Reasoning Beyond Limits: Advances and Open Problems for LLMs
Mohamed Amine Ferrag, Norbert Tihanyi, Merouane Debbah
TL;DR
This survey addresses the problem of enabling robust, transparent reasoning in large language models by synthesizing breakthroughs from 2023–2025. It catalogs top 27 LRMs and surveys training methodologies including MoE, RAG, CoT, RL-based alignment, and distillation, while detailing test-time compute strategies. Key contributions include a structured taxonomy of methods, an open panorama of model architectures, and a discussion of open challenges such as multi-step reasoning without human supervision, long-context retrieval, and cross-lingual alignment. The findings highlight a trend toward scalable reasoning through Mixture-of-Experts, retrieval-augmented reasoning, and self-improvement loops, with strong implications for deploying efficient, domain-specific agents. Together, these insights guide future design of cognitively capable, resource-efficient LLMs that can operate reliably across diverse tasks and modalities.
Abstract
Recent generative reasoning breakthroughs have transformed how large language models (LLMs) tackle complex problems by dynamically retrieving and refining information while generating coherent, multi-step thought processes.
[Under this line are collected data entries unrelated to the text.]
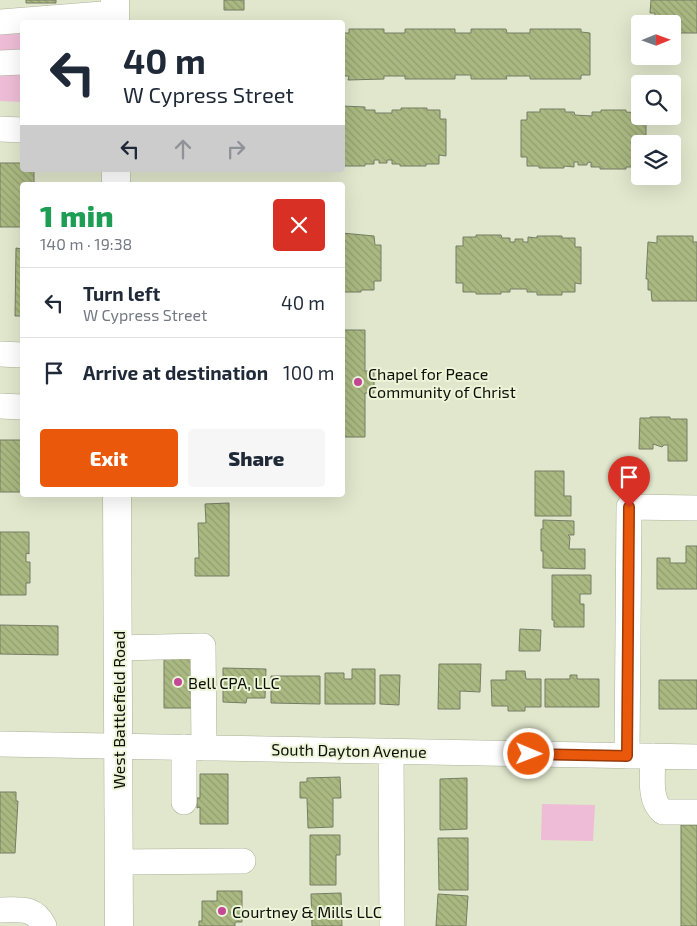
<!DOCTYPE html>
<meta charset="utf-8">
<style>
body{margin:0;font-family:"Exo 2",sans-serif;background:#f6f6f7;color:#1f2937;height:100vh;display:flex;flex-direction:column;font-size:19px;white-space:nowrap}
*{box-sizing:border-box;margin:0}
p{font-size:16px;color:#747a83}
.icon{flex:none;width:28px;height:28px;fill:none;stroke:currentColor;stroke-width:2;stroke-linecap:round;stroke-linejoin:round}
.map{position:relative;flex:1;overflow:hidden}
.details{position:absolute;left:20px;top:182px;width:325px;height:315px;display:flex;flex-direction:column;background:#fff;border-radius:5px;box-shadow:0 5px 20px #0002}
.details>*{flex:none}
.banner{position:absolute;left:20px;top:20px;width:325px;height:152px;border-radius:5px;box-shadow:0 5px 20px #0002;background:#fff;color:#1f2937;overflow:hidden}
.needle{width:32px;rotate:89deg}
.buttons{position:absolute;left:631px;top:15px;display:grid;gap:10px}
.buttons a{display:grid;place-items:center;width:50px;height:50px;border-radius:5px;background:#fff;box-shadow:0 5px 20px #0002;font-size:25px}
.pin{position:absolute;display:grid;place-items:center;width:42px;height:42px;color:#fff;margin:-51px -21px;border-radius:50% 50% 50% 0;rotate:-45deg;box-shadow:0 0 5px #0007}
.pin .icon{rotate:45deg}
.me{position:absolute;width:55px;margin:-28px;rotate:91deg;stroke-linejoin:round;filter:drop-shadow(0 0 4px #0008)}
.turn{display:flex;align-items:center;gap:18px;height:105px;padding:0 20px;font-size:22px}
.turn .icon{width:65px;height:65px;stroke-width:2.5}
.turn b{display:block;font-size:35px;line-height:42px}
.lanes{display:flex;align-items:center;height:48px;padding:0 20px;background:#0003;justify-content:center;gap:25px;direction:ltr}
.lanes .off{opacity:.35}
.round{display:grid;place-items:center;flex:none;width:52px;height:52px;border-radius:5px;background:#f6f6f7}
.summary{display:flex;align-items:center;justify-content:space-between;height:85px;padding:0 20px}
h1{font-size:30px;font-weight:800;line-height:38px;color:#1e9e55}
.action{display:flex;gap:10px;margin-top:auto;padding:10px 20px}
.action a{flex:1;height:58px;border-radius:5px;background:#ea580c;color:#fff;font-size:20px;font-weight:800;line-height:58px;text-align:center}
.action a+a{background:#f6f6f7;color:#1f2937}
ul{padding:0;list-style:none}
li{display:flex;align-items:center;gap:15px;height:70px;padding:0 20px;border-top:1px solid #e0e1e3}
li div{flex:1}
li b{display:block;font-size:19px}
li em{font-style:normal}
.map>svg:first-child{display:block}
</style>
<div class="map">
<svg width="697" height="926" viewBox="0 0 697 926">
<defs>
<pattern id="building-back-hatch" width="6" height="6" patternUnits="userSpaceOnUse" patternTransform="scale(1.25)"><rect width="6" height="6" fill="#aab982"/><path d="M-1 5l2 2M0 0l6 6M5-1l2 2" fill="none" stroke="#919e6f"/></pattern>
</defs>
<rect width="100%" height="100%" fill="#e0e7cc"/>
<path fill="#eebcd6" d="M0,30L22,31V102L0,101Z
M542,804L595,805L593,841L541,840Z"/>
<path fill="url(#building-back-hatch)" stroke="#767d65" d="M26,0H56V3H26Z
M224,0H244V10H224Z
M651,0H697V33H672V24H654L655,13H650Z
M349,29H384V33H405V29H455V33H471V29H506L507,33H530V29H581V32L590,33V75H581V79H530V76H506L507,79H471V75H455V79H405V76H384V79L348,80L349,76H342V33H349Z
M342,106L365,107V110H375V113H392V110H401V108H427V110H440V119H446V156L439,155V164H426V166H400V164H392V160H387V163H379V160H374V164H365V166H342Z
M540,109H565V112H574L575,115L592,116V112H601V110H626V112L639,113V122H646V144H640L639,167H626V169H600V167H591V162L587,163V165H578V162H574V167L564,166V168H539V166H527V157H521V120H527V112H540Z
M0,163H22V170H34V185H22V227H0Z
M342,233L374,236L375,245H381V281H374V290H361V292H342Z
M476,235H501L502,238H510V242H515V239H523V242H528V237L537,238V236H562V238H575V247H581V284L575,283V292H562V295H537V292H527V289H510V292H501V294H476V292H463V283H456V246H463V237H476Z
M657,236H693V242H697V301H652L651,290H648V279H646L648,242L657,243Z
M16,248L22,249V316H15Z
M342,330H365V371H374V393H365V437H342Z
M650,417H670V419H687V461H668V445H664L662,447L653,444V449H639L640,418H650Z
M0,440H22V492H0Z
M535,471H564V496H571V516H535Z
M229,503V576H195V558H199L198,523H206L205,504Z
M543,520L574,521V535H568L570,537L569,549H585V569L543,568V551H541V529H543Z
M0,532H29V554L26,553V562H30V583H26V595H0Z
M686,546H697V589H657V558H670V563H686Z
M552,575H591V594H580V604H584V627H554V620H552Z
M0,625L58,626V655L0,654Z
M520,629L541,630L540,651H519Z
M164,656H192L193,708H164Z
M439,664H481L480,692L460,691V709H438Z
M223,668L266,669L265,698H247L246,703L223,702Z
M352,669H375V704H325V673H344V679H352Z
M506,671H525L526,679H541V707H525V711H508V706H492L491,680H506Z
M380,675H400L399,705L380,704Z
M570,675H577V679H599V707H545V679H570Z
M271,676H320V704L271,703Z
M659,680H697V709H659Z
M200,774H228V824H200V807L197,808V798H200Z
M340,777L341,798H333V827L308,828L307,798H300V782H307V778Z
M467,778V829L440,830V779Z
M0,792H16V801H18L15,853H0Z
M681,825H697V926H681Z
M310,835H340V855H336V885H310Z
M438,838H468V890H439Z
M217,891H242V922H235V926H199V921H202V901H217Z
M341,893L342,926H312L311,894Z
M438,894L468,896L466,926H436Z"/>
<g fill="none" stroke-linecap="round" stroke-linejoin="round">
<g stroke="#aab298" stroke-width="26">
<path id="minor" d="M0,22L115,13
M0,63L22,62
M0,129L22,130
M0,354L22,355
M0,406L22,407
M118,648L203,646L204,748
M0,744L697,757
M391,751L392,926
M627,756L629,507L697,508
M653,756C653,774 648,800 663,812H697
M184,802V747
M119,862L243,861
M0,910C20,910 34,906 44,926"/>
</g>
<g stroke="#aab298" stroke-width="29">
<path id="major" d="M115,0V22
M116,170V185
M117,495L119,926"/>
</g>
<use href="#minor" stroke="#fff" stroke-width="25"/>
<use href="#major" stroke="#fff" stroke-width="28"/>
</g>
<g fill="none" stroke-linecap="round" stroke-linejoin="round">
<g stroke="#983908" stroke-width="12">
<path id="route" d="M529,754L627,756L629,507"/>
</g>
<use href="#route" stroke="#ea580c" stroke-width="9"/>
</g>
<g fill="#c54796" stroke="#edf5d9" stroke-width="2">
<circle cx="358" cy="382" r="5"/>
<circle cx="178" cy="682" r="5"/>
<circle cx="222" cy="911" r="5"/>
</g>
<g text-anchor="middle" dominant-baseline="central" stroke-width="4" stroke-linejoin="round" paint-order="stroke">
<g font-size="16" fill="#0c0e06" stroke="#edf5d9" text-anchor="start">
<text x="368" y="373">Chapel for Peace<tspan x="368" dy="18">Community of Christ</tspan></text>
<text x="188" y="682">Bell CPA, LLC</text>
<text x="232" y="911">Courtney &amp; Mills LLC</text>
</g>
<g font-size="16" fill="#0c0e06" stroke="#edf5d9">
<text transform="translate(118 710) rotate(-90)">West Battlefield Road</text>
<text transform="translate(349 750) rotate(1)">South Dayton Avenue</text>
</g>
</g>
</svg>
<div class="buttons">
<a><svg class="needle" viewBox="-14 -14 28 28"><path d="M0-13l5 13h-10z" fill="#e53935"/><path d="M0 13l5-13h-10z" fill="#747a83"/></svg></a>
<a><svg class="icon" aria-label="search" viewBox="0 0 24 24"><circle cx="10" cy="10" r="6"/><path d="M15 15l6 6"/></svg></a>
<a><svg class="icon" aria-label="layers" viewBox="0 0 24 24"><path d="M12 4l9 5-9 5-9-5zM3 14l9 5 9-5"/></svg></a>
</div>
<div class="pin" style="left:629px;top:507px;background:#d93025"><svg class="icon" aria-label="arrive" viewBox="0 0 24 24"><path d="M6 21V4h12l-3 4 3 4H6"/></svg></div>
<svg class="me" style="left:529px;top:754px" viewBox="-20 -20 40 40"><circle r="17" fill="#ea580c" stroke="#fff" stroke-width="3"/><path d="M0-11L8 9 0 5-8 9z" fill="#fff"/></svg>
<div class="banner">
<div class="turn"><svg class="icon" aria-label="left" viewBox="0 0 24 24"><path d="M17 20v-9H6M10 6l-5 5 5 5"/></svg><div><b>40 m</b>W Cypress Street</div></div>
<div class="lanes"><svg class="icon" aria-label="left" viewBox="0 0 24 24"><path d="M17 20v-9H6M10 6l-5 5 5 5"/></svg><svg class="icon off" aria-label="ahead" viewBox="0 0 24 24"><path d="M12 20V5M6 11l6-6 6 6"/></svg><svg class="icon off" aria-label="right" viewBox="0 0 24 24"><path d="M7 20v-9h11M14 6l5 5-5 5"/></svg></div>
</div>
<section class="details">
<div class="summary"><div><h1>1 min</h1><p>140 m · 19:38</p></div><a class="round" style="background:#d93025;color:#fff"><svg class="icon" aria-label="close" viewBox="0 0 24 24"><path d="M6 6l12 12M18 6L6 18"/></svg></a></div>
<ul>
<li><svg class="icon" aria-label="left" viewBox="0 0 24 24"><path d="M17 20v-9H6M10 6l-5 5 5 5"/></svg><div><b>Turn left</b><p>W Cypress Street</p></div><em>40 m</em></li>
<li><svg class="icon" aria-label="arrive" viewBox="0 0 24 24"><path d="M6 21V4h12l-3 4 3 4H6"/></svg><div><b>Arrive at destination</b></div><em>100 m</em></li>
</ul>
<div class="action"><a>Exit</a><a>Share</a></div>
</section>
</div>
Techniques such as inference-time scaling, reinforcement learning, supervised fine-tuning, and distillation have been successfully applied to models like DeepSeek-R1, OpenAI's o1 & o3, GPT-4o, Qwen-32B, and various Llama variants, resulting in enhanced reasoning capabilities. In this paper, we provide a comprehensive analysis of the top 27 LLM models released between 2023 and 2025 (including models such as Mistral AI Small 3 24B, DeepSeek-R1, Search-o1, QwQ-32B, and phi-4). Then, we present an extensive overview of training methodologies that spans general training approaches, mixture-of-experts (MoE) and architectural innovations, retrieval-augmented generation (RAG), chain-of-thought and self-improvement techniques, as well as test-time compute scaling, distillation, and reinforcement learning (RL) methods. Finally, we discuss the key challenges in advancing LLM capabilities, including improving multi-step reasoning without human supervision, overcoming limitations in chained tasks, balancing structured prompts with flexibility, and enhancing long-context retrieval and external tool integration.